(Collected data)

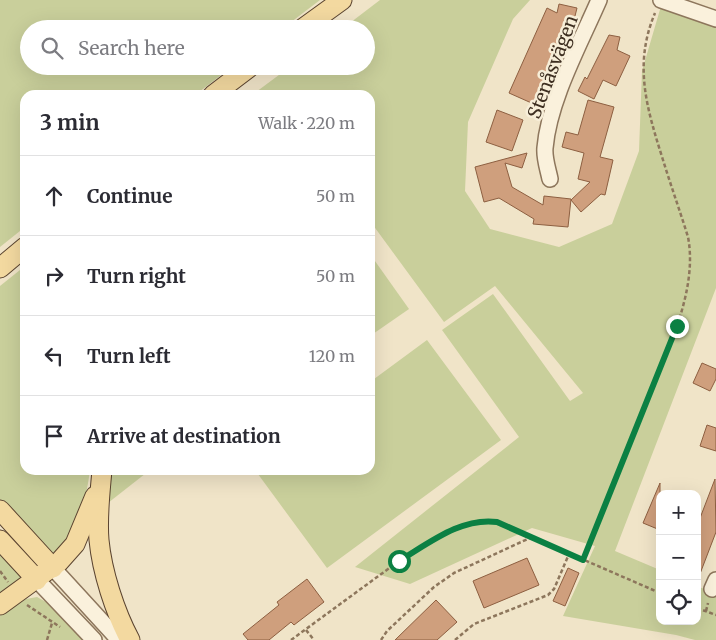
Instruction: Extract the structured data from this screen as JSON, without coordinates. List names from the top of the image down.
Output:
{
  "streets": {
    "street": ["Stenåsvägen"]
  },
  "page": {
    "search": "Search here",
    "heading": ["3 min", "Walk · 220 m"],
    "list": [
      ["Continue", "50 m"],
      ["Turn right", "50 m"],
      ["Turn left", "120 m"],
      "Arrive at destination"
    ],
    "map_buttons": ["+", "−"]
  }
}
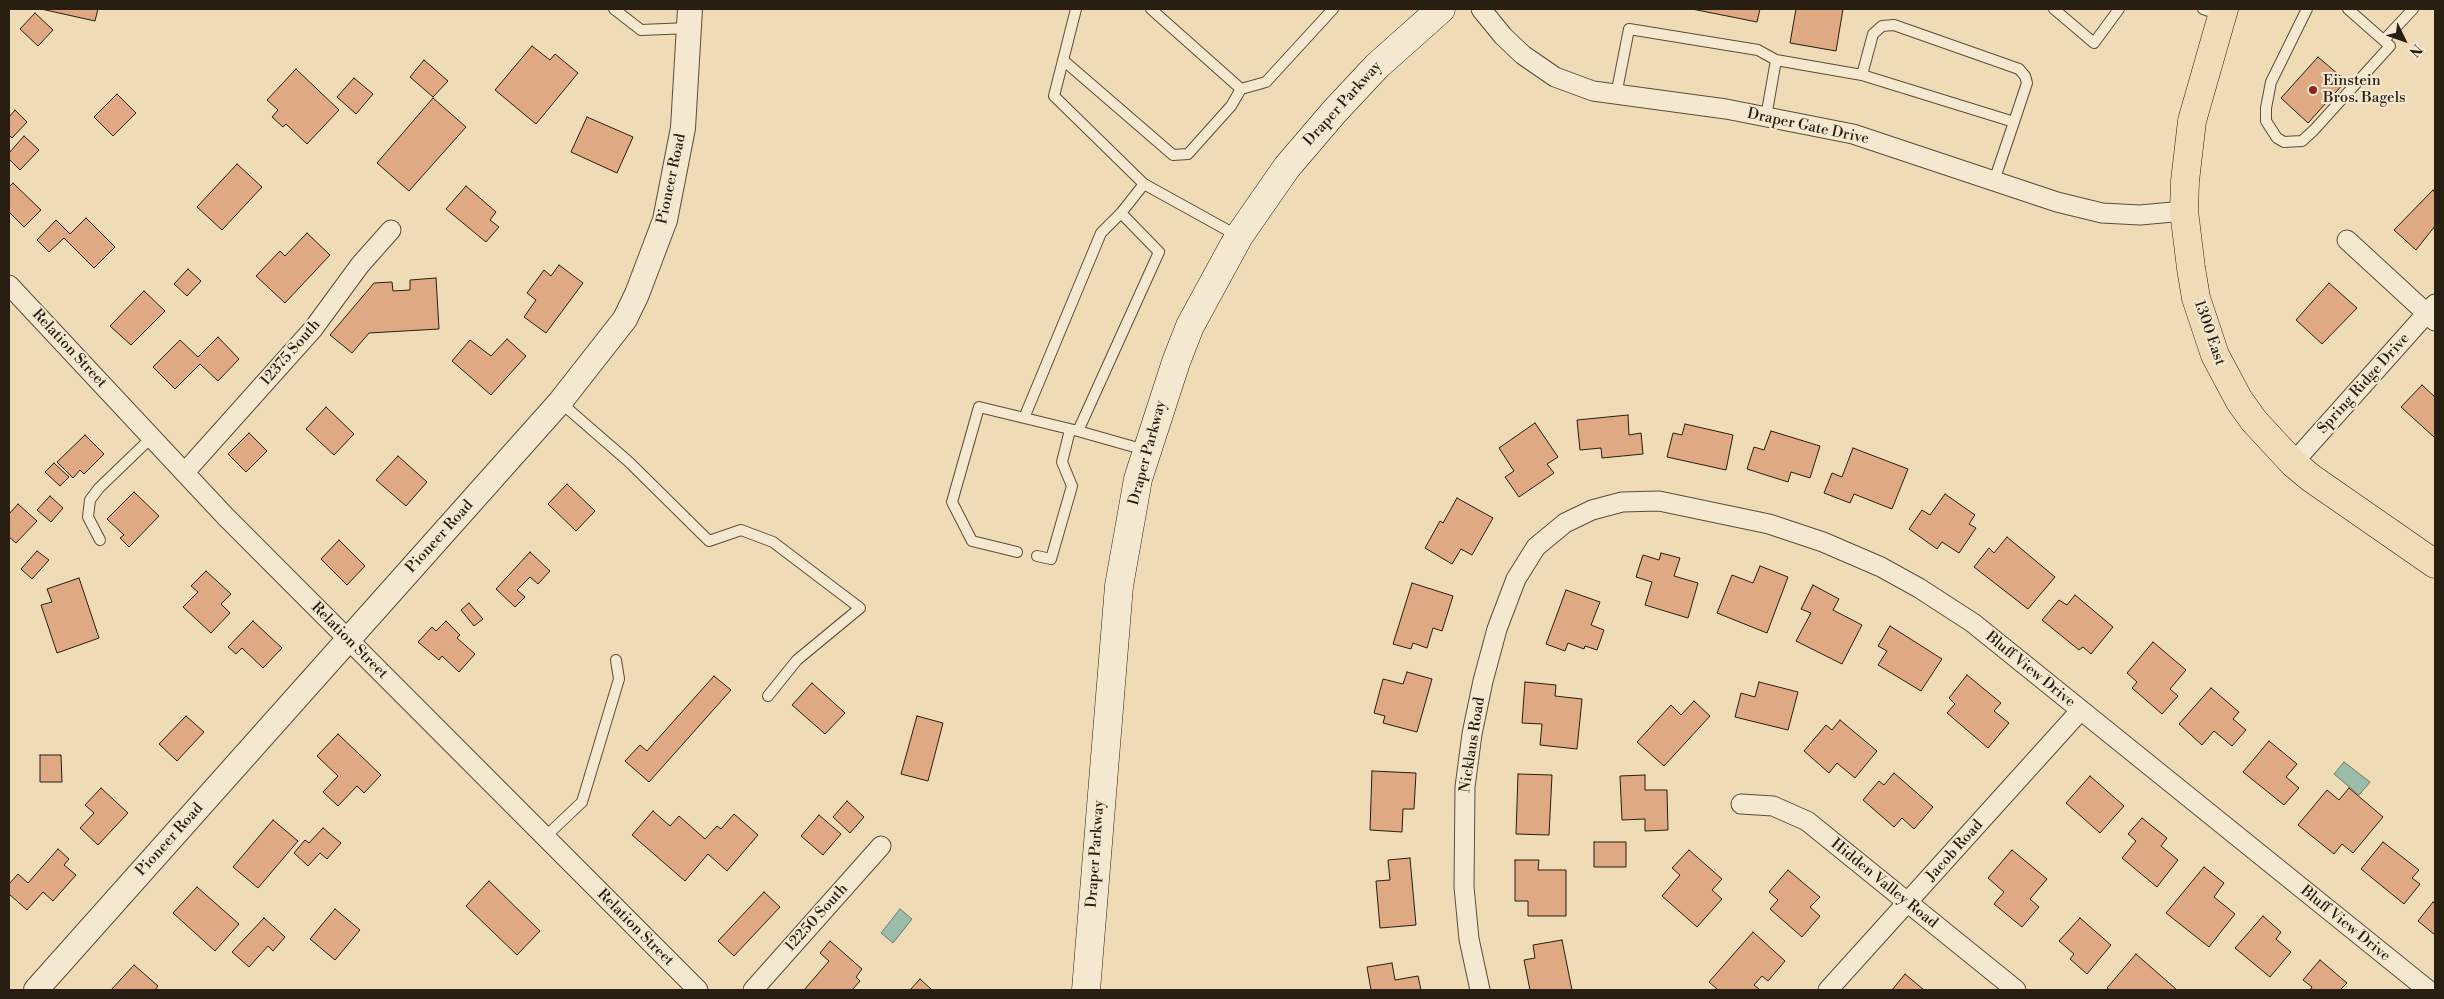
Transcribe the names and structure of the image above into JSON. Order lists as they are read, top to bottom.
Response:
{
  "streets": {
    "main road": ["Draper Parkway", "1300 East"],
    "street": [
      "Draper Gate Drive",
      "Pioneer Road",
      "Relation Street",
      "12375 South",
      "Spring Ridge Drive",
      "Bluff View Drive",
      "Nicklaus Road",
      "Jacob Road",
      "Hidden Valley Road",
      "12250 South"
    ]
  },
  "crossings": [
    ["Draper Gate Drive", "1300 East"],
    ["Pioneer Road", "Relation Street"],
    ["1300 East", "Spring Ridge Drive"],
    ["Relation Street", "12375 South"],
    ["Bluff View Drive", "Nicklaus Road"],
    ["Bluff View Drive", "Jacob Road"],
    ["Jacob Road", "Hidden Valley Road"]
  ],
  "places": ["Einstein Bros. Bagels"],
  "north": "bottom right"
}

**Exercise directions**
Return nothing but the lines running from the start of the data to the line with "Transcribe the names", please, both ends included and no pictures.

**Finished exercise**
Instruction: Extract the structured data from this screen as JSON, without coordinates. List names from the top of the image down.
Output:
{
  "streets": {
    "street": ["Stenåsvägen"]
  },
  "page": {
    "search": "Search here",
    "heading": ["3 min", "Walk · 220 m"],
    "list": [
      ["Continue", "50 m"],
      ["Turn right", "50 m"],
      ["Turn left", "120 m"],
      "Arrive at destination"
    ],
    "map_buttons": ["+", "−"]
  }
}
Transcribe the names and structure of the image above into JSON. Order lists as they are read, top to bottom.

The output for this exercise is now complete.